Rep. Robinson hearing set for early February
Mark Feb. 3 on your calendar. That’s the day state Rep. Maria Robinson will appear before the U.S. Senate Energy and Natural Resources Committing for a hearing on her nomination to become assistant secretary of energy in the Office of Electricity. State House News Service’s Katie Lannan reports if Robinson is confirmed, she will join a list of lawmakers leaving the House.
Moving on: Methuen representative will not seek reelection
Eight is enough for her. State Rep. Linda Dean Campbell says she will not seek re-election to the 15th Essex District seat she has held since 2006 in order to spend more time with her family. Mike LaBella of the Eagle-Tribune reports her departure combined with changes made to the district through redistricting could spark a scramble to fill the seat.
COVID-19 spike putting overtime pressures on police departments
Omicron is wreaking havoc with staffing at suburban police departments, with some scrambling to fill slots by reassigning employees — especially officers and others digging deep into overtime budgets to cover widespread absences, Norman Miller of the MetroWest Daily News reports.
Worcester City Council considers local eviction moratorium
The Worcester city council debated the merits of a local eviction and foreclosure moratorium, but a decision was delayed for at least another week. Telegram & Gazette’s Steven H. Foskett Jr. reports councilors held a lengthy discussion about whether a mortarium was necessary or if it would even serve its intended purpose.
More from Foskett: “[District 5 Councilor Etel] Haxhiaj said she was sure the entire council shared the common values that it should work to protect the well-being of children, seniors and vulnerable families. She said right now, somewhere in the city, someone is getting evicted.”
Moderna vaccine production unaffected by roof fire
Vaccine production was unaffected after a roof fire broke out at Moderna’s campus early Wednesday morning. Universal Hub’s Adam Gaffin reports the Norwood Fire Department responded to a call around 6 a.m. and were able to contain the fire with help from the Westwood Fire Department. The facility in Norwood is used for vaccine development and production.
Orchestrated interruption: Somerville to try again for vax mandate vote
The Somerville Board of Health plans to meet on Thursday to take up a potential local vaccine mandate. The anti-vax activist from Peabody who forced last week’s attempted meeting on the issue to be canceled with a coordinated Zoom bombing is already rallying supporters to disrupt the meeting once again.

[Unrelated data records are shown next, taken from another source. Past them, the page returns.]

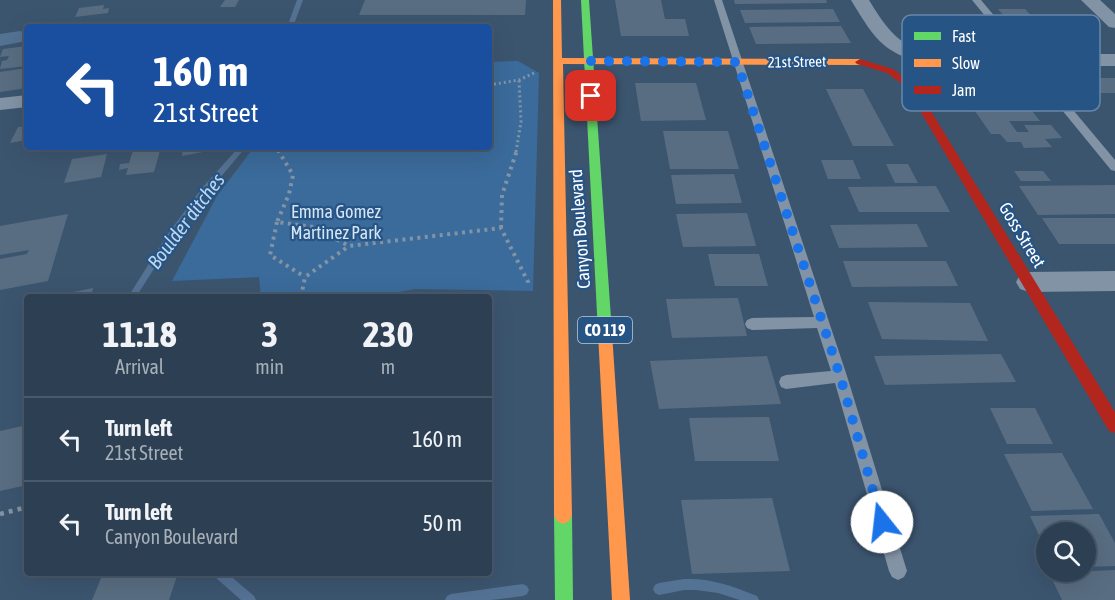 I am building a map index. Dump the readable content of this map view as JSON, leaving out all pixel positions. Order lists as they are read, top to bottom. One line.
{"streets":{"main road":["21st Street","Canyon Boulevard","Goss Street","CO 119"]},"crossings":[["21st Street","Canyon Boulevard"],["21st Street","Goss Street"]],"water":["Boulder ditches"],"parks":["Emma Gomez Martinez Park"],"legend":["Fast","Slow","Jam"],"page":{"turn":["160 m","21st Street"],"eta":["11:18","Arrival","3","min","230","m"],"list":[{"name":"Turn left","note":"21st Street","value":"160 m"},{"name":"Turn left","note":"Canyon Boulevard","value":"50 m"}]}} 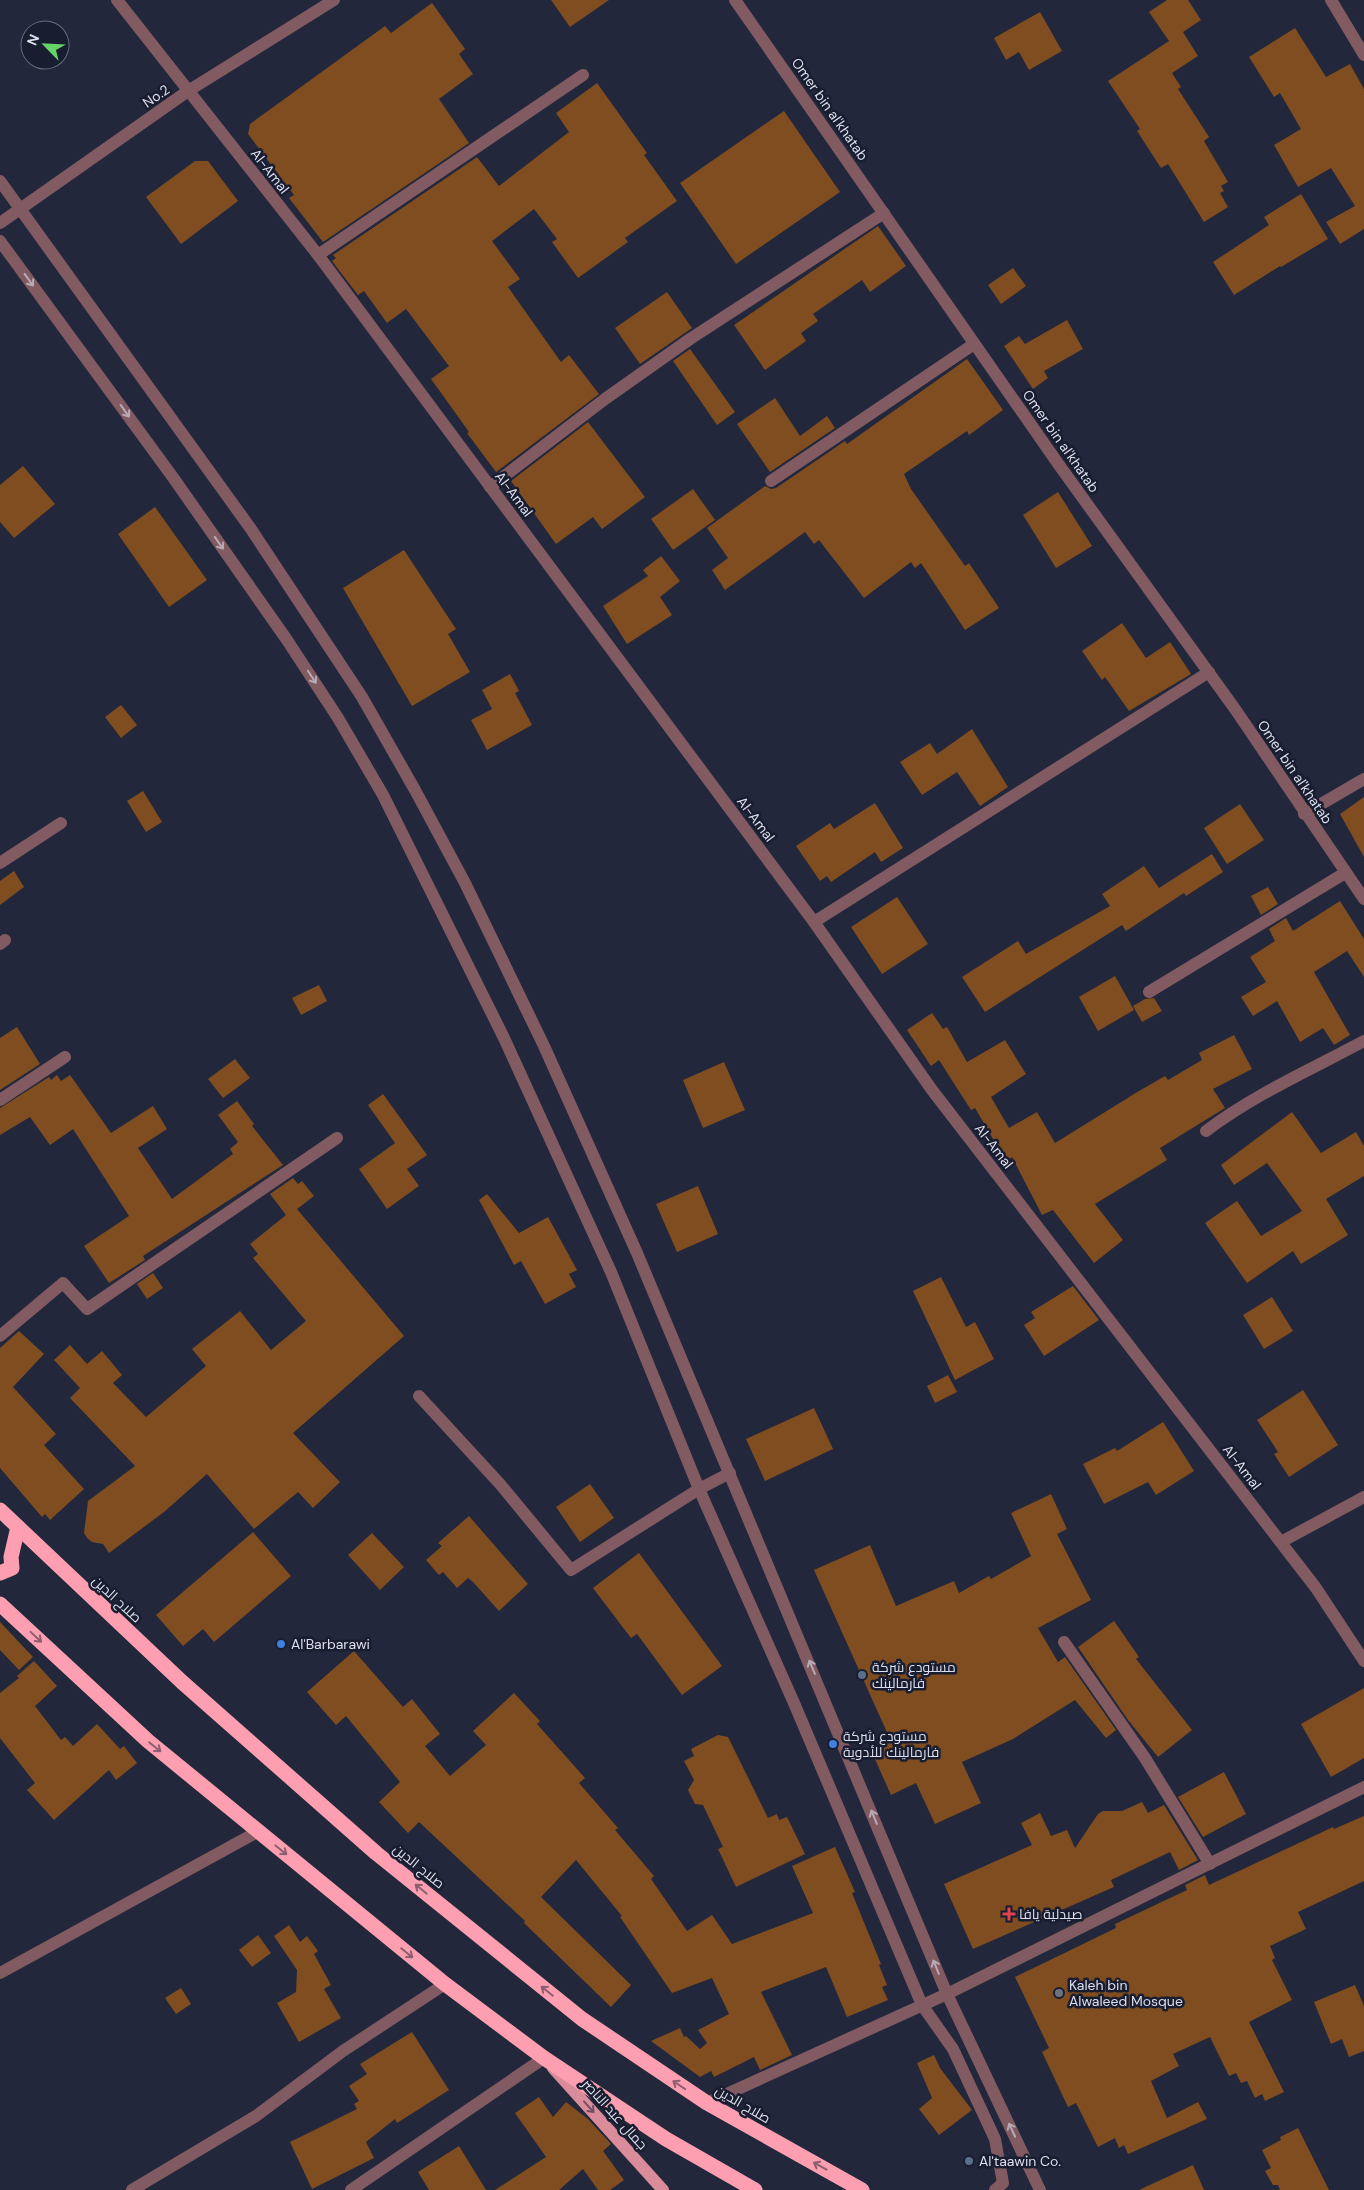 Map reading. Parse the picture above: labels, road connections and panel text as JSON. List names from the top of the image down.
{
  "streets": {
    "highway": ["صلاح الدين"],
    "main road": ["جمال عبد الناصر"],
    "street": ["No.2", "Omer bin al'khatab", "Al-Amal"]
  },
  "crossings": [
    ["No.2", "Al-Amal"]
  ],
  "one_way": ["جمال عبد الناصر"],
  "places": {
    "other": [
      "Al'Barbarawi",
      "مستودع شركة فارمالينك",
      "مستودع شركة فارمالينك للأدوية",
      "Kaleh bin Alwaleed Mosque",
      "Al'taawin Co."
    ],
    "health": ["صيدلية يافا"]
  },
  "north": "top left"
} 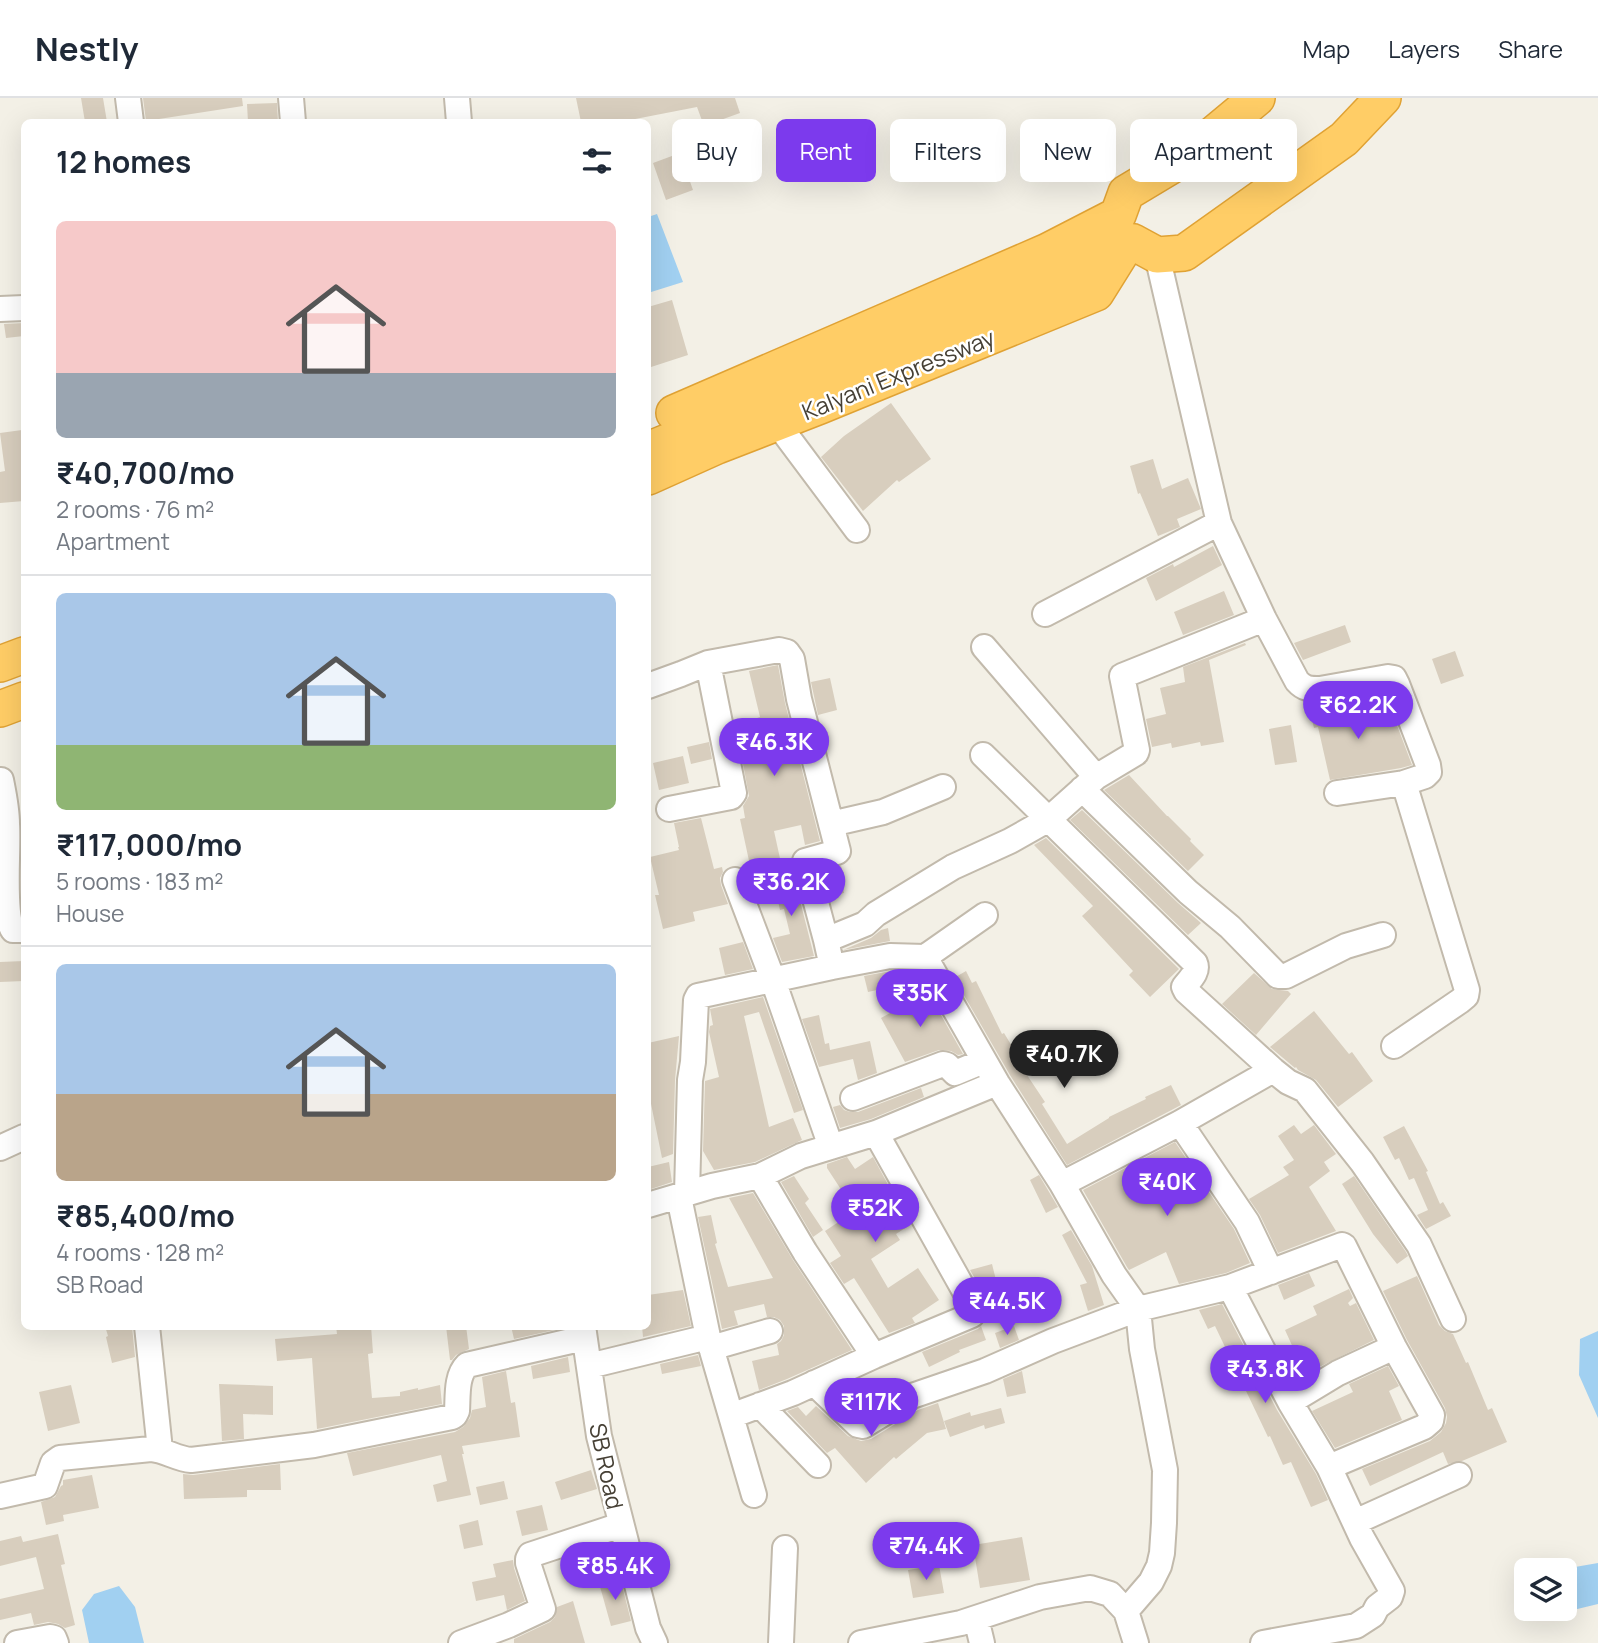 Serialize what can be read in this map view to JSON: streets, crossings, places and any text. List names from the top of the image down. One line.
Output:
{"streets":{"highway":["Kalyani Expressway"],"street":["SB Road"]},"page":{"header":"Nestly","nav":["Map","Layers","Share"],"chip":["Buy","Rent","Filters","New","Apartment"],"heading":"12 homes","list":[{"name":"₹40,700/mo","note":"2 rooms · 76 m² · Apartment"},{"name":"₹117,000/mo","note":"5 rooms · 183 m² · House"},{"name":"₹85,400/mo","note":"4 rooms · 128 m² · SB Road"}],"price":["₹62.2K","₹46.3K","₹36.2K","₹35K","₹40.7K","₹40K","₹52K","₹44.5K","₹43.8K","₹117K","₹74.4K","₹85.4K"]}}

Shira Laucharoen of Cambridge Day has the details.
Lenox wildlife sanctuary receives $200K to fix damages
A wildlife sanctuary in Lenox received a cash infusion from the American Rescue Plan Act to help restoration efforts after a microburst windstorm in July led to damages estimated at $800,000 to $1 million. Clarence Fanto for the Berkshire Eagle reports Mass Audubon’s Pleasant Valley Wildlife Sanctuary got $200,000 to help fix the damages.